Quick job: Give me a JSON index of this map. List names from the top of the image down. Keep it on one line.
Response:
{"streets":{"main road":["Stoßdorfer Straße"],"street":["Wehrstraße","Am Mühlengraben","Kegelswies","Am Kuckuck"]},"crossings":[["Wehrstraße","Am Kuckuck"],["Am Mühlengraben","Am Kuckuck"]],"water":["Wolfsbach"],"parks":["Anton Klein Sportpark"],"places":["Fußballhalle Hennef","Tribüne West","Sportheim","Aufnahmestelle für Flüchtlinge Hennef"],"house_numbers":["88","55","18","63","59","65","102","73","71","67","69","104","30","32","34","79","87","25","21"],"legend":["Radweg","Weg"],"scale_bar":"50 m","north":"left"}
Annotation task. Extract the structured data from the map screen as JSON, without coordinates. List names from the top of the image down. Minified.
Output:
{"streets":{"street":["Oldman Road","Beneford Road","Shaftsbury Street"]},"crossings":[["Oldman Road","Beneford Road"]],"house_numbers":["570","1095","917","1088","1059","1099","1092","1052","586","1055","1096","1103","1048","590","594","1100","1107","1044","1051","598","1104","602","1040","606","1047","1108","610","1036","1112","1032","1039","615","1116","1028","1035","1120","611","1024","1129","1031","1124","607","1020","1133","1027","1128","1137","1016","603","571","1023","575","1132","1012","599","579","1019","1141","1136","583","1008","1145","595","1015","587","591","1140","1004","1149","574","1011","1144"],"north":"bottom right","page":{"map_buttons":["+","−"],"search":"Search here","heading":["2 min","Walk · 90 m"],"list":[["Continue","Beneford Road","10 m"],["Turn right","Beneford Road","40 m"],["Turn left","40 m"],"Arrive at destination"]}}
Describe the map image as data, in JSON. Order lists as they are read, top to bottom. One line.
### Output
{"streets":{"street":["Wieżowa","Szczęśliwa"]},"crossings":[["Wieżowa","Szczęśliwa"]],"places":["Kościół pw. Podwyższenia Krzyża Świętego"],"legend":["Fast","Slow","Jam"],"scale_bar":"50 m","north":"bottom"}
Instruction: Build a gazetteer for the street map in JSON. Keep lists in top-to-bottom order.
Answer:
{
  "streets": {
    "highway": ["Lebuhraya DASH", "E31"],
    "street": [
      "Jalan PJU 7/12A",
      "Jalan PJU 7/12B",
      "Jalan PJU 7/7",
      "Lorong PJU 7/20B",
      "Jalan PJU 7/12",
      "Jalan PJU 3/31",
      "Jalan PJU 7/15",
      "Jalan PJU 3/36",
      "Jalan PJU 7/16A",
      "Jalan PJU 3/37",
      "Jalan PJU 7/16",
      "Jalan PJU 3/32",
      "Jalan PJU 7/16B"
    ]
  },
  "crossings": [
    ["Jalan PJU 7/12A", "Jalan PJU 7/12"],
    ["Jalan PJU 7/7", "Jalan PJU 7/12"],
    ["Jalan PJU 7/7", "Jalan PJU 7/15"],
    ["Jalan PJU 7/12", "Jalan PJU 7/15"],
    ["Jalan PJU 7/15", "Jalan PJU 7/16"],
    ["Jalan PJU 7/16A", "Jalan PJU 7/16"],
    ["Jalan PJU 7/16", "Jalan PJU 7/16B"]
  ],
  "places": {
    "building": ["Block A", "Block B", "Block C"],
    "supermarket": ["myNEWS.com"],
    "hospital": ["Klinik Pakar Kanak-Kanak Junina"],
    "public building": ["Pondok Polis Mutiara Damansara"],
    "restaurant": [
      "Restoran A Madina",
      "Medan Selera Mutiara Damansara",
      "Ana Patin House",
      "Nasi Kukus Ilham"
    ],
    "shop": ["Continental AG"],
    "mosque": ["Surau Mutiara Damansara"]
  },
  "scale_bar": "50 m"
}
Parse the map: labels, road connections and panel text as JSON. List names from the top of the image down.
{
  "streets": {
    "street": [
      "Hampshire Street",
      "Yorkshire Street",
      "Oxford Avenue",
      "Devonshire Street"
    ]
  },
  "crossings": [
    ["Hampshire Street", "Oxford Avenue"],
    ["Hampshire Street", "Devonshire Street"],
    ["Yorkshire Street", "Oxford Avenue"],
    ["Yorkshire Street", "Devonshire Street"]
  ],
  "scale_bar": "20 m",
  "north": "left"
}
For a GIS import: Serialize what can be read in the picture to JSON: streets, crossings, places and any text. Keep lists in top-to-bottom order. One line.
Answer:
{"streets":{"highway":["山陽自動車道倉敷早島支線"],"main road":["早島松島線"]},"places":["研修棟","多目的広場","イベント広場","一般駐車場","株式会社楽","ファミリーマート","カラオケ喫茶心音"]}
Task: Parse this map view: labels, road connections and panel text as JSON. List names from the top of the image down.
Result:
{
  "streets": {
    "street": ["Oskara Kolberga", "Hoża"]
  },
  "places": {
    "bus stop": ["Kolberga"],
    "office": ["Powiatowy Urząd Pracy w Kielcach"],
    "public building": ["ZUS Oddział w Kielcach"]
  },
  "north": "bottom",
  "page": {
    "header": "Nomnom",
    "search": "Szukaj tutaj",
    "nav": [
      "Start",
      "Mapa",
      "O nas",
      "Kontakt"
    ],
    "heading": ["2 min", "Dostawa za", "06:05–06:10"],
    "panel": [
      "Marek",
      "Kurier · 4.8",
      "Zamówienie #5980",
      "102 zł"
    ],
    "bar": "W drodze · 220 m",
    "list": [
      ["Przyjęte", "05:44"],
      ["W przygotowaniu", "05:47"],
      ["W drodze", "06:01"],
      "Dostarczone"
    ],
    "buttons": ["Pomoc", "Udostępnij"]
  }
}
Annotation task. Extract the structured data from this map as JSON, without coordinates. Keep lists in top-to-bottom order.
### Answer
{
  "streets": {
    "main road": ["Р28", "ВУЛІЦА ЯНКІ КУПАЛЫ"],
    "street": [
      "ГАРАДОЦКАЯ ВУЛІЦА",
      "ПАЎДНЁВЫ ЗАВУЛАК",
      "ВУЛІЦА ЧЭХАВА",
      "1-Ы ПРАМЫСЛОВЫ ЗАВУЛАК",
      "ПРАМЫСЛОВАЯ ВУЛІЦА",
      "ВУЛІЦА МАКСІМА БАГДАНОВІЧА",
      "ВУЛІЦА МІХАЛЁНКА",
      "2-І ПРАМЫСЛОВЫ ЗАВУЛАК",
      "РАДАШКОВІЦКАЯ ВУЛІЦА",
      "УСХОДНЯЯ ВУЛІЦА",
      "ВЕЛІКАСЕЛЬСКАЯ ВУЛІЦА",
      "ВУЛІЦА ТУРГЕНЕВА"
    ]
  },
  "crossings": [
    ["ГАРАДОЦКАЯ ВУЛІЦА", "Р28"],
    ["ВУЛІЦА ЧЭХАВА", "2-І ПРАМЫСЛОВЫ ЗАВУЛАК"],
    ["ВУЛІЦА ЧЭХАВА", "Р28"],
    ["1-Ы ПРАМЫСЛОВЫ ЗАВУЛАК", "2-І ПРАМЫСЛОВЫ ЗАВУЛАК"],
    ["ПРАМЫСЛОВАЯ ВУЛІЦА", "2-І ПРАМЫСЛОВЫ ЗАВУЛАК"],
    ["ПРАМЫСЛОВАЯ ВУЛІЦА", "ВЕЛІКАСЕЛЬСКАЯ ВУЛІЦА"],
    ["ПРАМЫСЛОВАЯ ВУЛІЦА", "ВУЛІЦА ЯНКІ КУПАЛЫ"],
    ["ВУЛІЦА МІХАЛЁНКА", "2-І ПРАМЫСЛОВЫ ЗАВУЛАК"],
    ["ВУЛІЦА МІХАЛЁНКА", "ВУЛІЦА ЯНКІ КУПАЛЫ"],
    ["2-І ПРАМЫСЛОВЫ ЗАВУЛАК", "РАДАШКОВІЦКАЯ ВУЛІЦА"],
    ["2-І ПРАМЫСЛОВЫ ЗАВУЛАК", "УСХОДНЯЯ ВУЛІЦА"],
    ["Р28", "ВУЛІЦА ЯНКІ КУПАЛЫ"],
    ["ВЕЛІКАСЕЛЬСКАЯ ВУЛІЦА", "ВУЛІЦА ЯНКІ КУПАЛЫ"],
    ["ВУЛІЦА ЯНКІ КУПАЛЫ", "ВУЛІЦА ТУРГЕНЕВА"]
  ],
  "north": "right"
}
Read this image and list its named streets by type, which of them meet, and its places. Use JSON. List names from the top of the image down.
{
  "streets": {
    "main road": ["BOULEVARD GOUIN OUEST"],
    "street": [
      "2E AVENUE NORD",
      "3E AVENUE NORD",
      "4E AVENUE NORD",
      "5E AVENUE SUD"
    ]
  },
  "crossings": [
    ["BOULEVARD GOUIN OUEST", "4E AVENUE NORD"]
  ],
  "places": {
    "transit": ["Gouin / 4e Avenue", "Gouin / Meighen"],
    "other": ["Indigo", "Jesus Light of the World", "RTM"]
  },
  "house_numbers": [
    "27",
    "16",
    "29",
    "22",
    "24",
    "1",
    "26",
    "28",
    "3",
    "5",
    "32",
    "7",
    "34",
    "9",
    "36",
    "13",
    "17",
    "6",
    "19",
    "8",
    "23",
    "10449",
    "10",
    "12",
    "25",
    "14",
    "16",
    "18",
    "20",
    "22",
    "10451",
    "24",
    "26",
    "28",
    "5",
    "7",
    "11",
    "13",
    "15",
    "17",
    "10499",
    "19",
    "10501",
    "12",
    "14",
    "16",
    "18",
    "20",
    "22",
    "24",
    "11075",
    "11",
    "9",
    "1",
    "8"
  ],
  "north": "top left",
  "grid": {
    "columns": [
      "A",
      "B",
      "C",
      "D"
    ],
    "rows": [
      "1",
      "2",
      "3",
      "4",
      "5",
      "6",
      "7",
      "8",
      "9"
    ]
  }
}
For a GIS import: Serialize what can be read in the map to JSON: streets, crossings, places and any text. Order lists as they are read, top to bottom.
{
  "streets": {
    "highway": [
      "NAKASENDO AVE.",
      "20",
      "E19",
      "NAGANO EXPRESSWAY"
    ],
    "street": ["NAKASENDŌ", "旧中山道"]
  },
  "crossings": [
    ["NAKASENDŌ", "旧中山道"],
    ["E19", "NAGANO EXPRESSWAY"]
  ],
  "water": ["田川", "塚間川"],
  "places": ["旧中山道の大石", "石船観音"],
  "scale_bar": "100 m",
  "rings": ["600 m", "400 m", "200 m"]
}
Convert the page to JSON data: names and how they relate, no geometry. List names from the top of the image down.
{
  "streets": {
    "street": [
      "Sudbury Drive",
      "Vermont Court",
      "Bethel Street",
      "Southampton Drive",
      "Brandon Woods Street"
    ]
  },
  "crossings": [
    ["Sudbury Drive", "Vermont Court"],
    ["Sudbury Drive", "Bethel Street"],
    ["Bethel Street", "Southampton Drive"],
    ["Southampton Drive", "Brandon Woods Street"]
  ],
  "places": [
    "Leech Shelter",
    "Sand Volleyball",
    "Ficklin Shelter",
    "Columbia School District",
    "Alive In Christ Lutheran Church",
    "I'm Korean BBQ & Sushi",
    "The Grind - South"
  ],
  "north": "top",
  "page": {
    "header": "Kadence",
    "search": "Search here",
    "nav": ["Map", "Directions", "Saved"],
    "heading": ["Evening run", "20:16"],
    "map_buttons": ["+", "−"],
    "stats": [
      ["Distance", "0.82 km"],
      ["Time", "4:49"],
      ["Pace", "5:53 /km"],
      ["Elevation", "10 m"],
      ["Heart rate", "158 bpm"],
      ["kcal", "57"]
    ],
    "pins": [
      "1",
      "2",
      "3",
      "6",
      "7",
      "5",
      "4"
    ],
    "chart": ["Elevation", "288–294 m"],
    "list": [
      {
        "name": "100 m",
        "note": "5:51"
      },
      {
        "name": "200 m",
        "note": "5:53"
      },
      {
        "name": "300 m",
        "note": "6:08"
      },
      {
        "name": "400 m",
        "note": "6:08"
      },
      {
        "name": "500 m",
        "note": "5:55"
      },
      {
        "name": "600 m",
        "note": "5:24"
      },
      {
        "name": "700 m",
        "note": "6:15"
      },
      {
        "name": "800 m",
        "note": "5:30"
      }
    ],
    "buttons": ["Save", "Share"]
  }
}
+-------+
If a line of the material contains the word "МІХАЛЁНКА", pick it out and copy it.

      "ВУЛІЦА МІХАЛЁНКА",
    ["ВУЛІЦА МІХАЛЁНКА", "2-І ПРАМЫСЛОВЫ ЗАВУЛАК"],
    ["ВУЛІЦА МІХАЛЁНКА", "ВУЛІЦА ЯНКІ КУПАЛЫ"],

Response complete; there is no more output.